WHAT TO DO:
The data must be reproduced verbatim; images are to be omitted.

Start of EXERCISE INPUTS

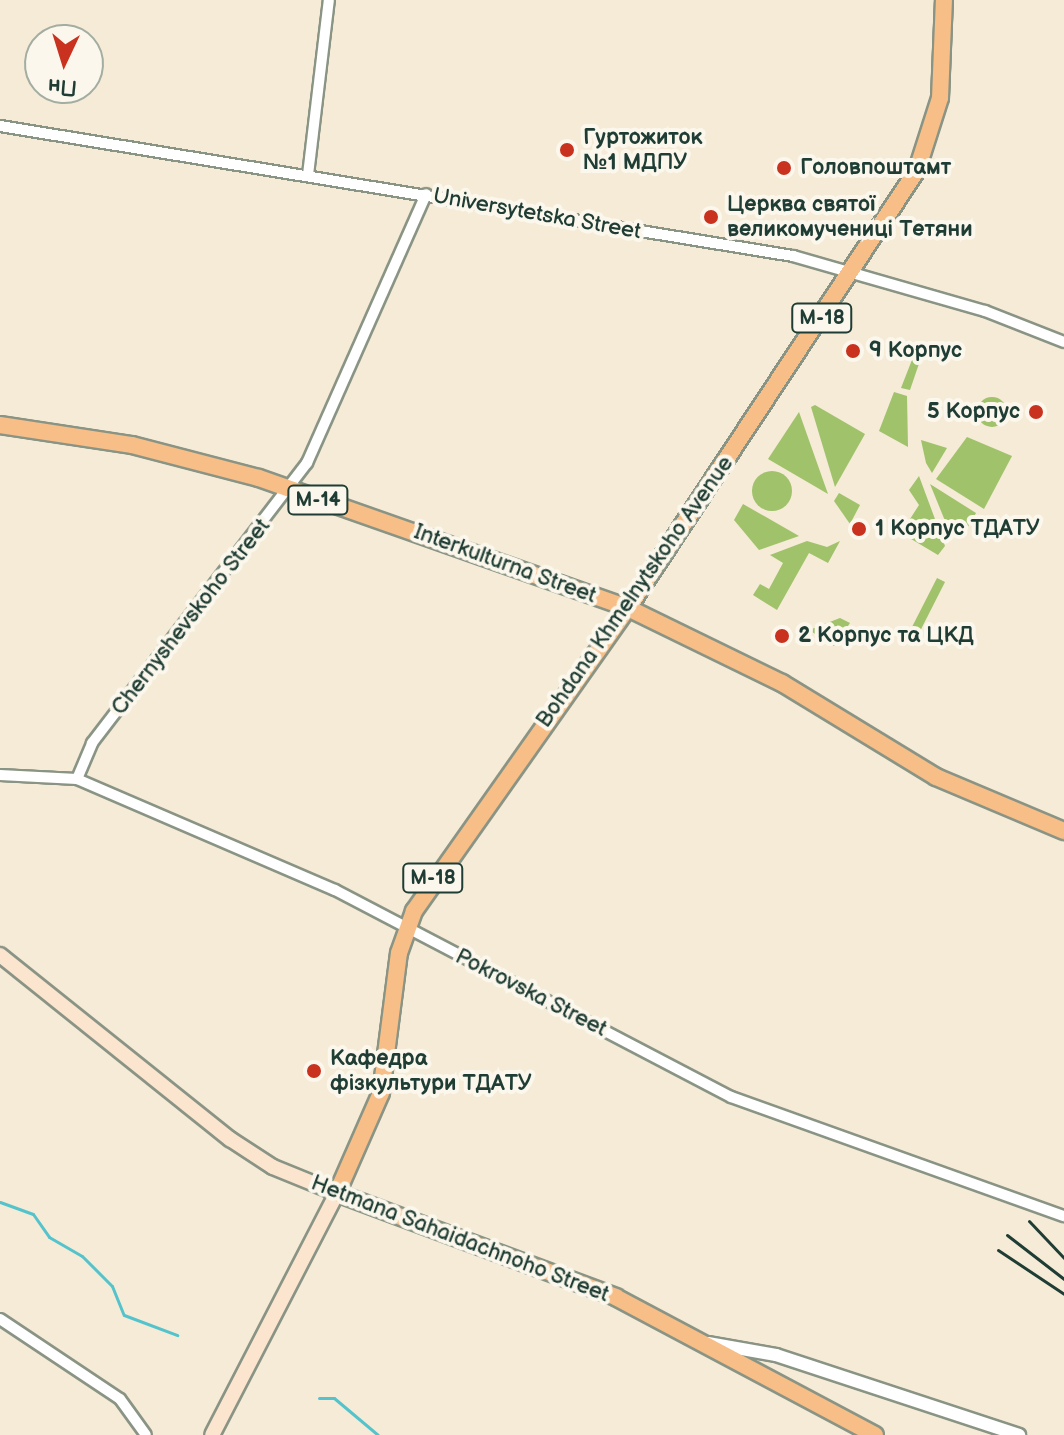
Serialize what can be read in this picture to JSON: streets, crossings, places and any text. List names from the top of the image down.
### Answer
{
  "streets": {
    "highway": [
      "М-18",
      "М-14",
      "Interkulturna Street",
      "Bohdana Khmelnytskoho Avenue",
      "Hetmana Sahaidachnoho Street"
    ],
    "street": ["Universytetska Street", "Chernyshevskoho Street", "Pokrovska Street"]
  },
  "crossings": [
    ["Universytetska Street", "Bohdana Khmelnytskoho Avenue"],
    ["Universytetska Street", "Chernyshevskoho Street"],
    ["Interkulturna Street", "Bohdana Khmelnytskoho Avenue"],
    ["Interkulturna Street", "Chernyshevskoho Street"],
    ["Bohdana Khmelnytskoho Avenue", "Pokrovska Street"],
    ["Bohdana Khmelnytskoho Avenue", "Hetmana Sahaidachnoho Street"],
    ["Chernyshevskoho Street", "Pokrovska Street"]
  ],
  "places": [
    "Гуртожиток №1 МДПУ",
    "Головпоштамт",
    "Церква святої великомучениці Тетяни",
    "9 Корпус",
    "5 Корпус",
    "1 Корпус ТДАТУ",
    "2 Корпус та ЦКД",
    "Кафедра фізкультури ТДАТУ"
  ],
  "north": "bottom"
}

End of EXERCISE INPUTS

RESPONSE BELOW:
Serialize what can be read in this picture to JSON: streets, crossings, places and any text. List names from the top of the image down.
### Answer
{
  "streets": {
    "highway": [
      "М-18",
      "М-14",
      "Interkulturna Street",
      "Bohdana Khmelnytskoho Avenue",
      "Hetmana Sahaidachnoho Street"
    ],
    "street": ["Universytetska Street", "Chernyshevskoho Street", "Pokrovska Street"]
  },
  "crossings": [
    ["Universytetska Street", "Bohdana Khmelnytskoho Avenue"],
    ["Universytetska Street", "Chernyshevskoho Street"],
    ["Interkulturna Street", "Bohdana Khmelnytskoho Avenue"],
    ["Interkulturna Street", "Chernyshevskoho Street"],
    ["Bohdana Khmelnytskoho Avenue", "Pokrovska Street"],
    ["Bohdana Khmelnytskoho Avenue", "Hetmana Sahaidachnoho Street"],
    ["Chernyshevskoho Street", "Pokrovska Street"]
  ],
  "places": [
    "Гуртожиток №1 МДПУ",
    "Головпоштамт",
    "Церква святої великомучениці Тетяни",
    "9 Корпус",
    "5 Корпус",
    "1 Корпус ТДАТУ",
    "2 Корпус та ЦКД",
    "Кафедра фізкультури ТДАТУ"
  ],
  "north": "bottom"
}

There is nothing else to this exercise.